I think the trenches change!! The really exhausting part of sleepless nights, constant supervision, never going for a wee alone - you're getting to the end for sure. However, as things change the problems/worries change too. There's nothing worse than a school aged child begging you not to take them to school, or dealing with bullying, or if they are the bully, or if they have something like dyslexia/dyspraxia/adhd/autism and need support/diagnosis/getting school on board etc. It's also then really tricky and hard work worrying about a teenager going out on their own for the first time, or having a bf/gf for the first time, being hormonal and horrid to you sometimes, and gcses and A levels really matter for the rest of their lives in a way that whether you do baby-led weaning, and choosing when to potty train, really doesn't. Plus you can't just pick up a 15 year old and make them listen to you, or carry them home kicking and shouting.

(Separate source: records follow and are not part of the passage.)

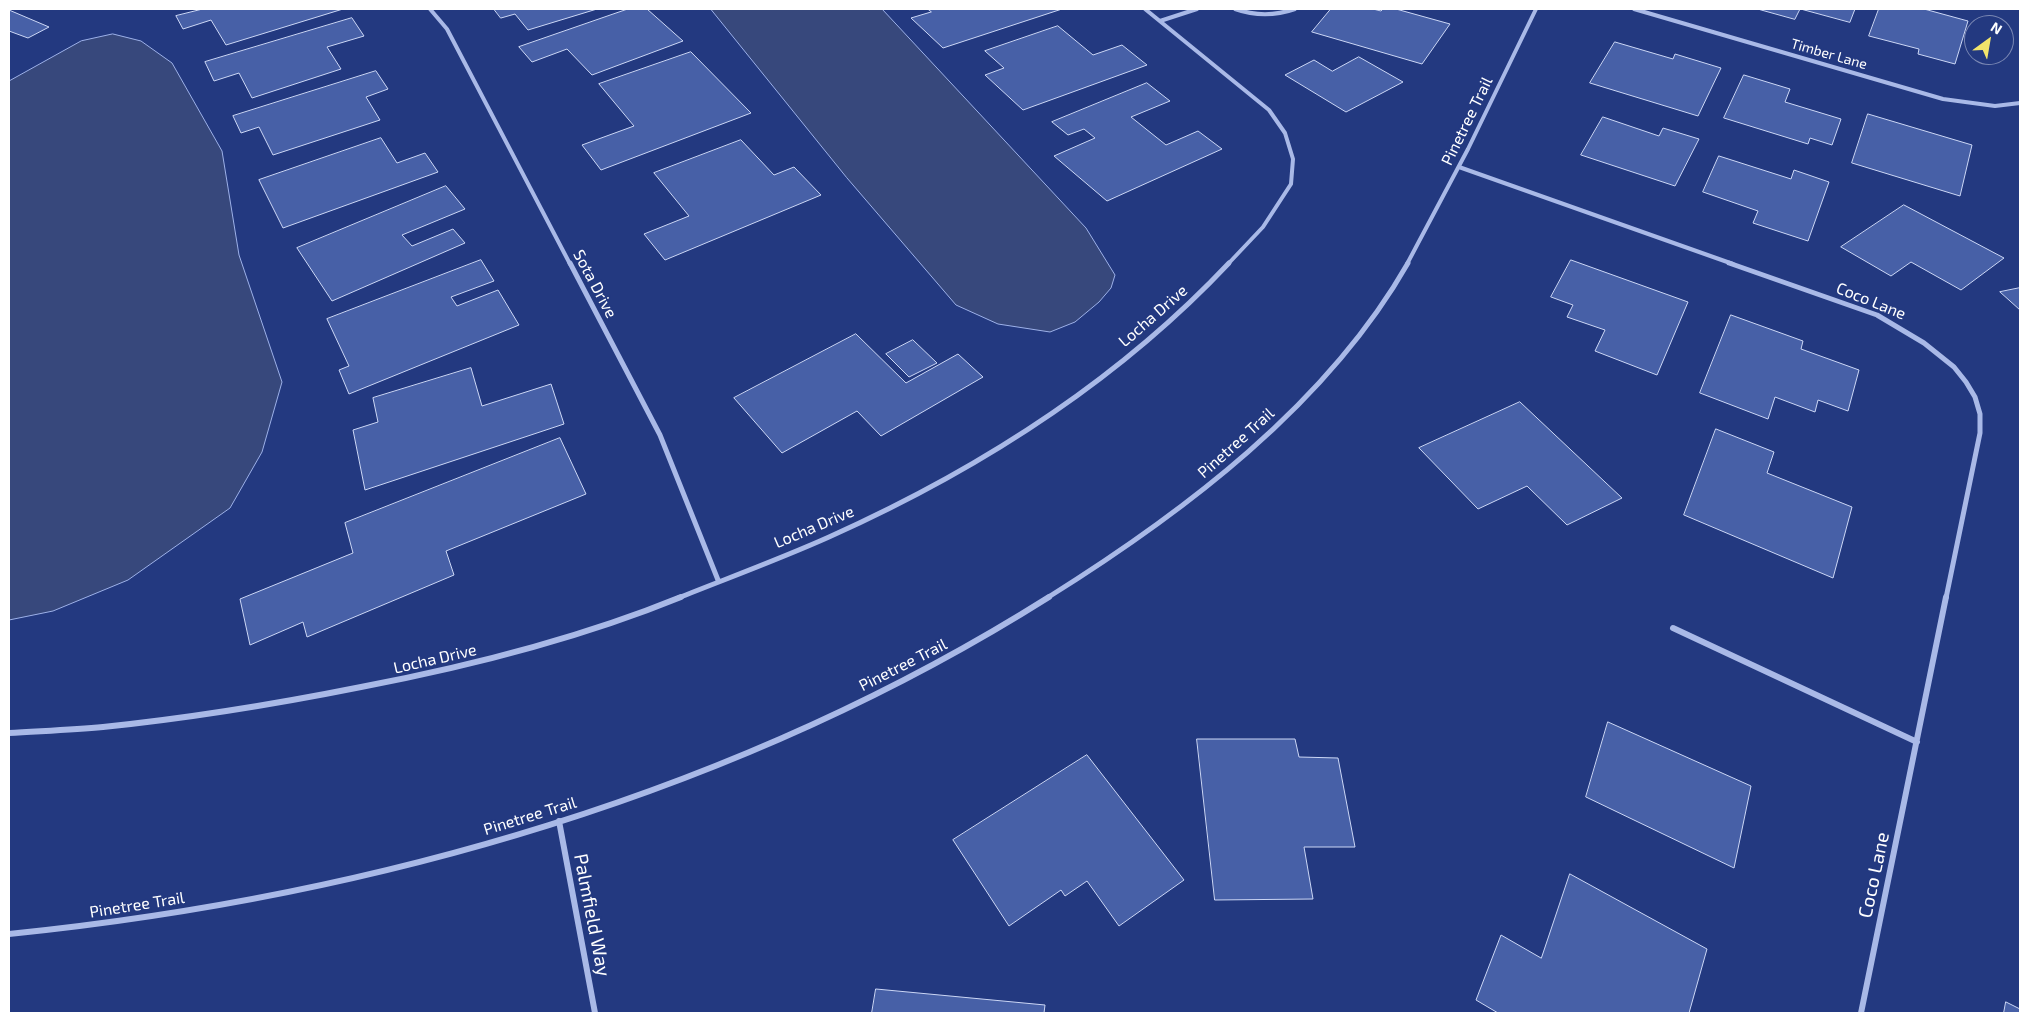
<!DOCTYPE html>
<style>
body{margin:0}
#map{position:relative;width:2029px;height:1022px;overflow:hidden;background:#233980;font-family:"Exo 2",sans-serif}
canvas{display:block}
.frame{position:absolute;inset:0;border:10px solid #fff;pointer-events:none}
.north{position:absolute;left:1964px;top:15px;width:50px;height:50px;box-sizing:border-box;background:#233980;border:1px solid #7b88b3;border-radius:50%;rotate:32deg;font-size:14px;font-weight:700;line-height:20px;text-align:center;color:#fff}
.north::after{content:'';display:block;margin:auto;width:18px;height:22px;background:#f2e56b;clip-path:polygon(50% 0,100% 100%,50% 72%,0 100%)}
</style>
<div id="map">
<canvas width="2029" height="1022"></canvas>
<div class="frame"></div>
<div class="north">N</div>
</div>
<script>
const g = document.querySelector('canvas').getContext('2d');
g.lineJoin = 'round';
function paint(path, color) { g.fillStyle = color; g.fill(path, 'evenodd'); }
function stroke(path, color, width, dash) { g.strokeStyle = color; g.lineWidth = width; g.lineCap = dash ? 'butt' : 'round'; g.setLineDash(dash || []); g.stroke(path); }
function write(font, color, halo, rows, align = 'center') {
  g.font = font + ' "Exo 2",sans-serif'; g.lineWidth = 4; g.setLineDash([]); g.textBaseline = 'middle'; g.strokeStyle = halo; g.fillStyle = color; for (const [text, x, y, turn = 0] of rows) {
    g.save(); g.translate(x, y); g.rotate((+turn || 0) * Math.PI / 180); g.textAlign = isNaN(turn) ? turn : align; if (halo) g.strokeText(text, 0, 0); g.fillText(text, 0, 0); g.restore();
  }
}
const water = new Path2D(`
 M 711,9 L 882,9 L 1086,228 L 1115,275 L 1111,288 L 1099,302 L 1075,322 L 1050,332 L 998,324 L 956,305 L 847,178 Z
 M 113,34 L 141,41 L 172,63 L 222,151 L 239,255 L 282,382 L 262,452 L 230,508 L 128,580 L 53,611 L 9,620 L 9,81 L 81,41 Z`);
const building = new Path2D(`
 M 203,9 L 343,9 L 226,45 L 211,20 L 183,29 L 176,16 Z
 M 494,9 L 597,9 L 528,30 L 515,14 L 501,18 Z
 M 628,9 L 647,9 L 683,41 L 592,75 L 567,49 L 532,62 L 519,47 Z
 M 928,9 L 1062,9 L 943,48 L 911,18 L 931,12 Z
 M 1331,9 L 1373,9 L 1381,11 L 1383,9 L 1396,9 L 1450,24 L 1422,64 L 1312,32 Z
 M 1758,9 L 1800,9 L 1795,19 Z
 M 1801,9 L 1855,9 L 1850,22 Z
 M 1879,9 L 1924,9 L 1968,21 L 1955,64 L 1918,54 L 1919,49 L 1869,36 Z
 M 9,10 L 49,27 L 28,38 L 9,31 Z
 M 352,18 L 364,36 L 327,47 L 341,69 L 252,98 L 239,73 L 214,81 L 205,62 Z
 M 1058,26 L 1093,55 L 1122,45 L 1147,65 L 1023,110 L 985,75 L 1004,68 L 985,51 Z
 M 1615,42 L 1673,59 L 1675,54 L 1721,68 L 1698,116 L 1590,83 Z
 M 691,52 L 751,113 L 601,170 L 582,145 L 634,126 L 599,84 Z
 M 1359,57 L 1403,82 L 1346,112 L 1285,75 L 1314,60 L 1332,71 Z
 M 376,71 L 388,89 L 366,97 L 380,120 L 273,155 L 259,127 L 241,133 L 233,116 Z
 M 1744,75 L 1790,89 L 1785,102 L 1841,119 L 1832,145 L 1810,138 L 1808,144 L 1724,118 Z
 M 1147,83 L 1170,101 L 1131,117 L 1166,145 L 1198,131 L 1222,149 L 1107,201 L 1054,156 L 1095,138 L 1084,129 L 1068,135 L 1052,122 Z
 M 1868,114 L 1972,145 L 1960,196 L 1852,163 Z
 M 1603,117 L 1659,136 L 1663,128 L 1699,139 L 1675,186 L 1581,155 Z
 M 381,138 L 397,163 L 425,153 L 438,172 L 283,228 L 259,180 Z
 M 741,140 L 774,175 L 794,167 L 821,195 L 665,260 L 644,234 L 689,216 L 654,173 Z
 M 1719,156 L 1791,179 L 1794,170 L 1829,182 L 1808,241 L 1753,223 L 1758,211 L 1703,192 Z
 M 446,186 L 465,209 L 402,235 L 412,246 L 453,229 L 465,243 L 332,301 L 297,248 Z
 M 1904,205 L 2004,258 L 1961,290 L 1911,262 L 1891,276 L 1841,247 Z
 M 481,260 L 494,281 L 451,297 L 457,306 L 498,290 L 519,325 L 349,394 L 339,370 L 349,366 L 327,319 Z
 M 1571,260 L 1688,302 L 1657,375 L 1595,351 L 1605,330 L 1567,317 L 1573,305 L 1551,297 Z
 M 2020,288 L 2020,310 L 2000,292 Z
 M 1731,315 L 1803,341 L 1801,349 L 1859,370 L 1848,411 L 1818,400 L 1815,412 L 1775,397 L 1768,419 L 1700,393 Z
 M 856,334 L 906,383 L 958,354 L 983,377 L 881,436 L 857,411 L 782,453 L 734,398 Z
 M 913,340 L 937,363 L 909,377 L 886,354 Z
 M 471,368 L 482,406 L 551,384 L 564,424 L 365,490 L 353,430 L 378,422 L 373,398 Z
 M 1520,402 L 1622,498 L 1567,525 L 1527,486 L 1478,509 L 1419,448 Z
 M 1716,429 L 1774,452 L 1767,473 L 1852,507 L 1833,578 L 1684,515 Z
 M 560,438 L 586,494 L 446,551 L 454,575 L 307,637 L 303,622 L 250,645 L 240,599 L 353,553 L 345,523 Z
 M 1608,722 L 1751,786 L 1734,868 L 1586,797 Z
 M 1197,739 L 1295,739 L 1299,757 L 1338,758 L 1355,847 L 1304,847 L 1313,899 L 1215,900 Z
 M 1087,755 L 1184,880 L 1119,926 L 1087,881 L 1065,896 L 1061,890 L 1009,926 L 953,840 Z
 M 1570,874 L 1707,949 L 1689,1013 L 1498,1013 L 1476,1000 L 1501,935 L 1541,958 Z
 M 876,989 L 1045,1005 L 1044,1013 L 872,1013 Z
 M 2006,1002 L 2020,1009 L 2020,1013 L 2004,1013 Z`);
const streetFar2 = new Path2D(`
 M 430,9 L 447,29 L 570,264
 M 1145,9 L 1269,110 L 1285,133 L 1293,159 L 1291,184 L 1263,227 L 1228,264
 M 1235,9 C 1255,16 1275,16 1295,9
 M 1634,9 L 1943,99 L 1995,106 L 2020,103
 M 1160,21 L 1197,9
 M 1459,167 L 1733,264
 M 1407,264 L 1468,149 L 1536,9`);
const streetFar1 = new Path2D(`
 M 570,263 L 660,435 L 718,580
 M 1729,263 L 1877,315 L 1924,343 L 1954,367 L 1966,382 L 1975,397 L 1980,414 L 1980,433 L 1946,598
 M 678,598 C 728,578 780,559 829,537 C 976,471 1118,381 1229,263
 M 1047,598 C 1183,513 1327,405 1408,263`);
const street = new Path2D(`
 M 1673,628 L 1917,742
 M 9,733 C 40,731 72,730 103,727 C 190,718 276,704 361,687 C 471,666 578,639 681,597
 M 559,821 L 595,1013
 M 9,934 C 373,897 738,793 1049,597
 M 1861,1013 L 1946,597`);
const farStreetnames = [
 ["Timber Lane",1829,54,16]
];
const streetNames = [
 ["Pinetree Trail",1467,121,-64],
 ["Sota Drive",595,284,62],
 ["Coco Lane",1871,301,22],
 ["Locha Drive",1153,316,-41],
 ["Pinetree Trail",1236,443,-42],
 ["Locha Drive",814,527,-23],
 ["Locha Drive",435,659,-13],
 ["Pinetree Trail",903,665,-27],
 ["Pinetree Trail",530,816,-17],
 ["Pinetree Trail",137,905,-9]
];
const nearStreetnames = [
 ["Coco Lane",1874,875,-78],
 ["Palmfield Way",592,915,79]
];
paint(water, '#37487c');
stroke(water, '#9db1e8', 1);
paint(building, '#4760a7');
stroke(building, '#ccd7f5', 1);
stroke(streetFar2, '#a9b9e7', 4);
stroke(streetFar1, '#a9b9e7', 5);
stroke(street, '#a9b9e7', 6);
write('14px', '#fff', '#233980', farStreetnames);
write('16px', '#fff', '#233980', streetNames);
write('19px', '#fff', '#233980', nearStreetnames);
</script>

So, I think by aged 3 or 4 ish the whole "oh my God I have to watch them 24/7, live in a soft play centre, never sleep, watch Peppa, deal with tantrums etc" definitely draws to a close (great news you're almost there) but then starts the "will they be OK there without me, will they make friends, what if someone hurts them or is mean, what if they aren't great at school, did we pick the right school, why did mum name her kids Biff, Chip and Kipper and why cant they see that B-A-G is bag not cat" comes next (although i do think the primary years are actually generally ok if things are fairly straightforward) followed by the really big impact full situations like "should they have access to social media, are they having sex, are they smoking, can I smell weed, what if they fail their gcses, how much should we allow alcohol, why are they speaking to me like I'm poo on their shoe etc". I don't think it's ever easy and in some ways, the bigger the child then the bigger the worry. Is it better to be up at night worrying about a party they've gone to and when they're getting home OR because they are 4 months old and need another feed. Not sure tbh. I think ages 4 -6 were pretty good, as school is fairly fun and easy, kids that age aren't that horrible to each other and they're really sweet and chatty, plus easier to control than a bigger child, so I'd choose that age to return to, I think! My mum says she likes parenting a 38 year old - so maybe she's not in any trench now?

Klozza · 21/03/2026 21:37

No advice but I have 2 children almost the exact same age, a 4 year old and a 17 month old and it definitely feels like the trenches 😭 So sending support your way!
I find the 4 year old much more difficult than the younger one at the moment, he’s non-stop 😂

TheHouse · 21/03/2026 21:42

There’s two trenches

the first one is the one you’re in

then you get a golden period of childhood between the ages of 5-13

then you’re in the trenches again. My eldest is 16 and fuck my actual life is all I’m gonna say. Middle child is 14 and is still a dream to be honest. Youngest is 10 and is also fab.